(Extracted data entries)
□ □ □ □ □ □ □
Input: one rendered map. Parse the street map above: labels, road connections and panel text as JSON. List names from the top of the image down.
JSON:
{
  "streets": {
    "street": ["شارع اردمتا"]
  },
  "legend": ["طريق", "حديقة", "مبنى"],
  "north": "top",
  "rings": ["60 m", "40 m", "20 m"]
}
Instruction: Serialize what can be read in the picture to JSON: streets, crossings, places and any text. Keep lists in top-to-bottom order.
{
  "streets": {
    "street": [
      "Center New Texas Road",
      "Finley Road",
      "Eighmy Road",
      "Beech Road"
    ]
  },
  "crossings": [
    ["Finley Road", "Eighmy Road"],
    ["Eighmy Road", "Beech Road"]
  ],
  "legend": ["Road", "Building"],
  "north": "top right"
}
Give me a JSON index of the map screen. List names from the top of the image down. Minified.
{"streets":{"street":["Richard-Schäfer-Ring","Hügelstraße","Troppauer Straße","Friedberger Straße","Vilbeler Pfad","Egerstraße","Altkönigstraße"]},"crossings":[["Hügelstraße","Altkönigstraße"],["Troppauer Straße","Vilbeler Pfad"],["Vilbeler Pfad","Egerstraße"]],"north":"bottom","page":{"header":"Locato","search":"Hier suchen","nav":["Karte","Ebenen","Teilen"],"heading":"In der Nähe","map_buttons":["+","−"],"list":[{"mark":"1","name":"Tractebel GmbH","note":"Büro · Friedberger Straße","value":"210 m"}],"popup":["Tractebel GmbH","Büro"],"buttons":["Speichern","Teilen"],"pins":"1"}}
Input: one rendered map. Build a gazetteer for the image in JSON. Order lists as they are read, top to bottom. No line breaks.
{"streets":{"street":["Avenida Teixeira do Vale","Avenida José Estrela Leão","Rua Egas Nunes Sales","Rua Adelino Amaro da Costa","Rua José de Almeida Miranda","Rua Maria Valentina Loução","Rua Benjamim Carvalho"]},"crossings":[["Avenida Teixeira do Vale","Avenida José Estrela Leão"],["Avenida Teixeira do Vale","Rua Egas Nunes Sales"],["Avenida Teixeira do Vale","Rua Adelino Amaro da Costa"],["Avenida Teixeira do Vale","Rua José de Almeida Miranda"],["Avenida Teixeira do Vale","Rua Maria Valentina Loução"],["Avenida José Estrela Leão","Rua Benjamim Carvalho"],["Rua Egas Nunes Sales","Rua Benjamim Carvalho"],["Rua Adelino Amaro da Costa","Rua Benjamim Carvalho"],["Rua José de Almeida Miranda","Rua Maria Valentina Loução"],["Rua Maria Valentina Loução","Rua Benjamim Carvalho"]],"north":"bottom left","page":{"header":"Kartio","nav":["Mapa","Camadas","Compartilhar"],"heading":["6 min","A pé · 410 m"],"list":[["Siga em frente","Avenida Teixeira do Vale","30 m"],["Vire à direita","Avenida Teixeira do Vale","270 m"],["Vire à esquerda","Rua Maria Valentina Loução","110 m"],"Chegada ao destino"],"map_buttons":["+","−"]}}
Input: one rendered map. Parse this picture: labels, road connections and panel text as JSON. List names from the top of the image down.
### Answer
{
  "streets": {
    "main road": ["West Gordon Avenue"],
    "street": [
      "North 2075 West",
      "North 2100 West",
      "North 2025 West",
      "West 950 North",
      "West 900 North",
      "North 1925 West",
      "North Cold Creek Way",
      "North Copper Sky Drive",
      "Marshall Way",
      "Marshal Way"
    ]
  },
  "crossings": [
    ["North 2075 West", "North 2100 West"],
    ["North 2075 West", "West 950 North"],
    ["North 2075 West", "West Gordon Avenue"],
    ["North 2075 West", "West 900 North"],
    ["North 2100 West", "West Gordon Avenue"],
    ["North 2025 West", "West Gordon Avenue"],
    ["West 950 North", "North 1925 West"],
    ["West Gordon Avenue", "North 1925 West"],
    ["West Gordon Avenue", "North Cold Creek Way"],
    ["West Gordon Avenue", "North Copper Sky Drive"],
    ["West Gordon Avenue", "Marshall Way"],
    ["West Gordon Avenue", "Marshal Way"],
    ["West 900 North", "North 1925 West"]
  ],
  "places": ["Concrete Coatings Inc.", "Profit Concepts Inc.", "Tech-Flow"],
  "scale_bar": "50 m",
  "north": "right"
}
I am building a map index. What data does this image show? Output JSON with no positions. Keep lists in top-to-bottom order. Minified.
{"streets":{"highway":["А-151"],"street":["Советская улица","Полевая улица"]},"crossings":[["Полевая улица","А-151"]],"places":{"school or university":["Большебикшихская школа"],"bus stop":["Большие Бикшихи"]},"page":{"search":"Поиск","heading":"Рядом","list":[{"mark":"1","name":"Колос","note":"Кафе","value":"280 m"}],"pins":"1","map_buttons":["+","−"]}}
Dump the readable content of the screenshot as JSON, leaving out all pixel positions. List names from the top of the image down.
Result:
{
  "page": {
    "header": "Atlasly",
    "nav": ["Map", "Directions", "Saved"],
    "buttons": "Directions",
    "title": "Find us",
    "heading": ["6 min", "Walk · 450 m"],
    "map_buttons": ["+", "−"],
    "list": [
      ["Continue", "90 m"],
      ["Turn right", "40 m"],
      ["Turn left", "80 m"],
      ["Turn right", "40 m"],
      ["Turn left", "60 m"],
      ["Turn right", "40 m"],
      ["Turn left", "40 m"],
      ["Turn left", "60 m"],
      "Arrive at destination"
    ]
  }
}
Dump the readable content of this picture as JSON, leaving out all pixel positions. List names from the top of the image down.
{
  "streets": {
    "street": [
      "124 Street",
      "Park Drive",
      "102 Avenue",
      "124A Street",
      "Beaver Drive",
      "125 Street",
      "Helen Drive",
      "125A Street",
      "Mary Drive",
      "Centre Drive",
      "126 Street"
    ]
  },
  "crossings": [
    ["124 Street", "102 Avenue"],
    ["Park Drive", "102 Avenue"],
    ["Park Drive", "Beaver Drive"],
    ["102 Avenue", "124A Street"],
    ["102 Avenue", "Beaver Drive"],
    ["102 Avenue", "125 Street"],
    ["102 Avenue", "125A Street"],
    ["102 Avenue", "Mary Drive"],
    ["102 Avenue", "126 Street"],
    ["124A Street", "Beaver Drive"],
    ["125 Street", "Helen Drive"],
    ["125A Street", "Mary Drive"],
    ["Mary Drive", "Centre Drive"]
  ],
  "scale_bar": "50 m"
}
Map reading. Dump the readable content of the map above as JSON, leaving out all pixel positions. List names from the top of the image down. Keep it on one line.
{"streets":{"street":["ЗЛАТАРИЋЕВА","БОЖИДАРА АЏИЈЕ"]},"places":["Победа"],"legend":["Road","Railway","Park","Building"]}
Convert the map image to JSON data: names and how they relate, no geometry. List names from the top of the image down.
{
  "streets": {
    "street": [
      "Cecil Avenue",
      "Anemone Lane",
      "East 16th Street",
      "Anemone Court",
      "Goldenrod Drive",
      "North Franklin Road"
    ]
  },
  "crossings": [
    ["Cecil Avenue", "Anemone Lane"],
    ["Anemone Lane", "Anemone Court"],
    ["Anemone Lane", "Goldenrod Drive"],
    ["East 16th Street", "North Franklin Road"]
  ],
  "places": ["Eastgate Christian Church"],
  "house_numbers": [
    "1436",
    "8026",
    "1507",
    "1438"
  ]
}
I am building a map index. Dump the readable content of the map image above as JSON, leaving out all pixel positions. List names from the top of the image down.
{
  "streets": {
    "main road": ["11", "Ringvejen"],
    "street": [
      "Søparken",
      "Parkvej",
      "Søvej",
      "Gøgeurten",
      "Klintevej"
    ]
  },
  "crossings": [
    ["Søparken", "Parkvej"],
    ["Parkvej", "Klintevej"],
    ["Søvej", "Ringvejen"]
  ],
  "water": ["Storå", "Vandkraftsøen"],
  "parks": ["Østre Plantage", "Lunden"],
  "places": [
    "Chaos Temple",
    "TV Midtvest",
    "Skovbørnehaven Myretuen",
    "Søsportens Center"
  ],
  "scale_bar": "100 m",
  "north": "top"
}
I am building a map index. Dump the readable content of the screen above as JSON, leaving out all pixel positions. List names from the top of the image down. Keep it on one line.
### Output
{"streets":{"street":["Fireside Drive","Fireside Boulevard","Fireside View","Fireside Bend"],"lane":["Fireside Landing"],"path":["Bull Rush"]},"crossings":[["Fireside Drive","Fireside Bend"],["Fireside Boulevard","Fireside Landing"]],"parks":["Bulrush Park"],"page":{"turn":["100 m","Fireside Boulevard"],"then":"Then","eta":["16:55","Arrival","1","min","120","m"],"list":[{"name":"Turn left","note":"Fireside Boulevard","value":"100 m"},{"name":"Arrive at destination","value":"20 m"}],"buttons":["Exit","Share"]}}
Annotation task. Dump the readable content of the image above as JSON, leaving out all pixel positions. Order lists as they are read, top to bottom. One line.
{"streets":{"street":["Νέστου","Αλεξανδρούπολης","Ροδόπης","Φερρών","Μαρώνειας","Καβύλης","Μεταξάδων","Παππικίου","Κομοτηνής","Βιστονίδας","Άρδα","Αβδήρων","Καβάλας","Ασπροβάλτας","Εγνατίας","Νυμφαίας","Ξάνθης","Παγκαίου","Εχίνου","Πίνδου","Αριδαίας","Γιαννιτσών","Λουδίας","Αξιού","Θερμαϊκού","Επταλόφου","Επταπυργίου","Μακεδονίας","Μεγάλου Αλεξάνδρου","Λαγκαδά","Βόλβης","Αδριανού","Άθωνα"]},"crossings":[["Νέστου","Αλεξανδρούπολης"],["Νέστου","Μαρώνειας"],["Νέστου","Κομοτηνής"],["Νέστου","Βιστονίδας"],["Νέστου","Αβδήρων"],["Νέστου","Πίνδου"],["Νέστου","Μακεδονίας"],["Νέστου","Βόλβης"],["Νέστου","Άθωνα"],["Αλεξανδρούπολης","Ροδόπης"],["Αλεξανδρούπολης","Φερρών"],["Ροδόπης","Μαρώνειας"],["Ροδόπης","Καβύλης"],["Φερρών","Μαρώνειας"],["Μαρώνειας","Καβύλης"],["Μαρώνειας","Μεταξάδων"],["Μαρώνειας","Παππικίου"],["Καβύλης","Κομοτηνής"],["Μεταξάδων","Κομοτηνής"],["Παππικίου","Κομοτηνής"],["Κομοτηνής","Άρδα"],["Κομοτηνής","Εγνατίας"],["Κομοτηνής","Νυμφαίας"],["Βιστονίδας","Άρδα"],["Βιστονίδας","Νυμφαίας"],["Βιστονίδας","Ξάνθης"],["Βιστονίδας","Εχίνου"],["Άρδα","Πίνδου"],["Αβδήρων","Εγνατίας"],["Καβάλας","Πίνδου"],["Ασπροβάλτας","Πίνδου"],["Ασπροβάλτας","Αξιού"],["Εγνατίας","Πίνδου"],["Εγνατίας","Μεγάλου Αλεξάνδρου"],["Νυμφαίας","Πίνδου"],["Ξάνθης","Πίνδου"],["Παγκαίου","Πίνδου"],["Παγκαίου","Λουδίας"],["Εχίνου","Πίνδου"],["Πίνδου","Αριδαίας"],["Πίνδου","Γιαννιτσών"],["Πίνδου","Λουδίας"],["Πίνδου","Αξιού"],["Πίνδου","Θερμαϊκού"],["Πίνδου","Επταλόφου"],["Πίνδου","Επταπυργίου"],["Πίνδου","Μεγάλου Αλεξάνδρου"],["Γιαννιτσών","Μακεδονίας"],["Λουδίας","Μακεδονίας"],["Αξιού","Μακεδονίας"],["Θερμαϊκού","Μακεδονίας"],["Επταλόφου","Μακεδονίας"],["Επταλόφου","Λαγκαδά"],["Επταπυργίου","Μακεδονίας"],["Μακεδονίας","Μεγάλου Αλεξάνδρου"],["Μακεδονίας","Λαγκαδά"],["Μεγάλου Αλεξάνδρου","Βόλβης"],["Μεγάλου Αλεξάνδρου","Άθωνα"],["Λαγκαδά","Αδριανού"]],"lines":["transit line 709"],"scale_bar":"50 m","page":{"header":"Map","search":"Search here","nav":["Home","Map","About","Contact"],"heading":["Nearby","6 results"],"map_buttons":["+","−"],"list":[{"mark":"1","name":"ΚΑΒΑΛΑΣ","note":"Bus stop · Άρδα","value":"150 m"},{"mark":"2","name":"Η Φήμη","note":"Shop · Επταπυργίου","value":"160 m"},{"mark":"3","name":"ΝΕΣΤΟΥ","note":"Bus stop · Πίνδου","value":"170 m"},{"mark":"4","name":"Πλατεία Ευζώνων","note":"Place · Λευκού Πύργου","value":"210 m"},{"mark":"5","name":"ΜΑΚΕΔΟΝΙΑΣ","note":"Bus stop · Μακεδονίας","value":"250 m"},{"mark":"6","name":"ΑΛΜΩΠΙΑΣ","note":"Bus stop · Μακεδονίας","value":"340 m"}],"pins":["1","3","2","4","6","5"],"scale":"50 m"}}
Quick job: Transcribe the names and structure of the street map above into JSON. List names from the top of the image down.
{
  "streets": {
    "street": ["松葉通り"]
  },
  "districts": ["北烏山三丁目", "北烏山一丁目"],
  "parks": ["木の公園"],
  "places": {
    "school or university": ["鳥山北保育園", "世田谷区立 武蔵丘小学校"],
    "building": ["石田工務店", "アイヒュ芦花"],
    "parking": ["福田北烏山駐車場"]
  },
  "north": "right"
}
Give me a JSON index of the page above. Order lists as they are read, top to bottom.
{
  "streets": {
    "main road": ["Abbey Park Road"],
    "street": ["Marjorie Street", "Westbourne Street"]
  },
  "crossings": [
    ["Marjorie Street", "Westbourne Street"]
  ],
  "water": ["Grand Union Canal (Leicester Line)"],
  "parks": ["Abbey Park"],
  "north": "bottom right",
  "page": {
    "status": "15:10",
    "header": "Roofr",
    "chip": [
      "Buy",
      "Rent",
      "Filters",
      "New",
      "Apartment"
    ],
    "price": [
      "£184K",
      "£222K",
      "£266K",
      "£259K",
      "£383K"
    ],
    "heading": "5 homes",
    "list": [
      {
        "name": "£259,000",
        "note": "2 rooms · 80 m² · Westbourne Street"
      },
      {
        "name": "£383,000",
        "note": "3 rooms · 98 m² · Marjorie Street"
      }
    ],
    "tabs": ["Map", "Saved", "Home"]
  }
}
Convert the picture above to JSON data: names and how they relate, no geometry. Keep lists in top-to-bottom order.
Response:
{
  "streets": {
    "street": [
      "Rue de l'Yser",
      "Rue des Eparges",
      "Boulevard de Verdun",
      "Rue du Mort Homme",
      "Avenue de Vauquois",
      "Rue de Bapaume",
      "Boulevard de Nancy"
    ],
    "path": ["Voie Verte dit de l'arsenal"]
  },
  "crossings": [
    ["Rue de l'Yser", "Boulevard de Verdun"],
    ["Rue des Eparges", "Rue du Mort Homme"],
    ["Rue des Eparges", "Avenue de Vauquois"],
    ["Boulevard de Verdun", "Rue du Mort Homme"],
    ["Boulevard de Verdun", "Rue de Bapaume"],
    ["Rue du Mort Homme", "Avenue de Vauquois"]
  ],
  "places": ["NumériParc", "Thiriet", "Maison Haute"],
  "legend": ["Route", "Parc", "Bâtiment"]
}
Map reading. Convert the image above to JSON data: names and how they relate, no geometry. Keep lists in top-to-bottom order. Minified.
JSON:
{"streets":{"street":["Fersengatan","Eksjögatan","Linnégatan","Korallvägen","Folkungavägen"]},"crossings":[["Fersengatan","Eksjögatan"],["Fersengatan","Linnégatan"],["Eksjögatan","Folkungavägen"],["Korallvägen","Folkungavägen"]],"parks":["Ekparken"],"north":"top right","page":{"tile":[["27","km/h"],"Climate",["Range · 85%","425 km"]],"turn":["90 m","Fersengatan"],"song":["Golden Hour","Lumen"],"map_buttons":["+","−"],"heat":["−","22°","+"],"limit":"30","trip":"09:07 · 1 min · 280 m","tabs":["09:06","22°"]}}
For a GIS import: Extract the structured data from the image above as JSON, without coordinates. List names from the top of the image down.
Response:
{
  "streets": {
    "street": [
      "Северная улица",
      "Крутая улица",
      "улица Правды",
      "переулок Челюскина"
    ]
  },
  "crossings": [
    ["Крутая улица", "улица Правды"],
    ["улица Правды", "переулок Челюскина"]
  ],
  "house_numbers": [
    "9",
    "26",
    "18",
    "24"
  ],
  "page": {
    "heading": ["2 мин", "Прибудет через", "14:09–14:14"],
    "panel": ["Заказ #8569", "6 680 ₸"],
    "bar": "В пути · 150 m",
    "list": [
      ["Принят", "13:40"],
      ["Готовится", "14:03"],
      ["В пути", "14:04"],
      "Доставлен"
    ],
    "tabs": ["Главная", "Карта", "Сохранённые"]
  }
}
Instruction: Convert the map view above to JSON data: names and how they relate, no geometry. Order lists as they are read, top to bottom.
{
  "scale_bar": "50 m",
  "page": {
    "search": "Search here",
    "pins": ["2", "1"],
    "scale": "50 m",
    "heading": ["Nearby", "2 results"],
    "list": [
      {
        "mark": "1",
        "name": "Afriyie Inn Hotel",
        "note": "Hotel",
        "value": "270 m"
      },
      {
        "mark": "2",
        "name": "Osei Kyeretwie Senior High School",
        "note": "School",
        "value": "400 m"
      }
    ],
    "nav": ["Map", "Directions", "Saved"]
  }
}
□ □ □ □ □ □ □
Please return only the lines above, starting at the line that has "Give me a JSON index of the map" and ending at the line that has "Input: one rendered map. Parse this", keeping both and leaving each one unchanged.

Give me a JSON index of the map screen. List names from the top of the image down. Minified.
{"streets":{"street":["Richard-Schäfer-Ring","Hügelstraße","Troppauer Straße","Friedberger Straße","Vilbeler Pfad","Egerstraße","Altkönigstraße"]},"crossings":[["Hügelstraße","Altkönigstraße"],["Troppauer Straße","Vilbeler Pfad"],["Vilbeler Pfad","Egerstraße"]],"north":"bottom","page":{"header":"Locato","search":"Hier suchen","nav":["Karte","Ebenen","Teilen"],"heading":"In der Nähe","map_buttons":["+","−"],"list":[{"mark":"1","name":"Tractebel GmbH","note":"Büro · Friedberger Straße","value":"210 m"}],"popup":["Tractebel GmbH","Büro"],"buttons":["Speichern","Teilen"],"pins":"1"}}
Input: one rendered map. Build a gazetteer for the image in JSON. Order lists as they are read, top to bottom. No line breaks.
{"streets":{"street":["Avenida Teixeira do Vale","Avenida José Estrela Leão","Rua Egas Nunes Sales","Rua Adelino Amaro da Costa","Rua José de Almeida Miranda","Rua Maria Valentina Loução","Rua Benjamim Carvalho"]},"crossings":[["Avenida Teixeira do Vale","Avenida José Estrela Leão"],["Avenida Teixeira do Vale","Rua Egas Nunes Sales"],["Avenida Teixeira do Vale","Rua Adelino Amaro da Costa"],["Avenida Teixeira do Vale","Rua José de Almeida Miranda"],["Avenida Teixeira do Vale","Rua Maria Valentina Loução"],["Avenida José Estrela Leão","Rua Benjamim Carvalho"],["Rua Egas Nunes Sales","Rua Benjamim Carvalho"],["Rua Adelino Amaro da Costa","Rua Benjamim Carvalho"],["Rua José de Almeida Miranda","Rua Maria Valentina Loução"],["Rua Maria Valentina Loução","Rua Benjamim Carvalho"]],"north":"bottom left","page":{"header":"Kartio","nav":["Mapa","Camadas","Compartilhar"],"heading":["6 min","A pé · 410 m"],"list":[["Siga em frente","Avenida Teixeira do Vale","30 m"],["Vire à direita","Avenida Teixeira do Vale","270 m"],["Vire à esquerda","Rua Maria Valentina Loução","110 m"],"Chegada ao destino"],"map_buttons":["+","−"]}}
Input: one rendered map. Parse this picture: labels, road connections and panel text as JSON. List names from the top of the image down.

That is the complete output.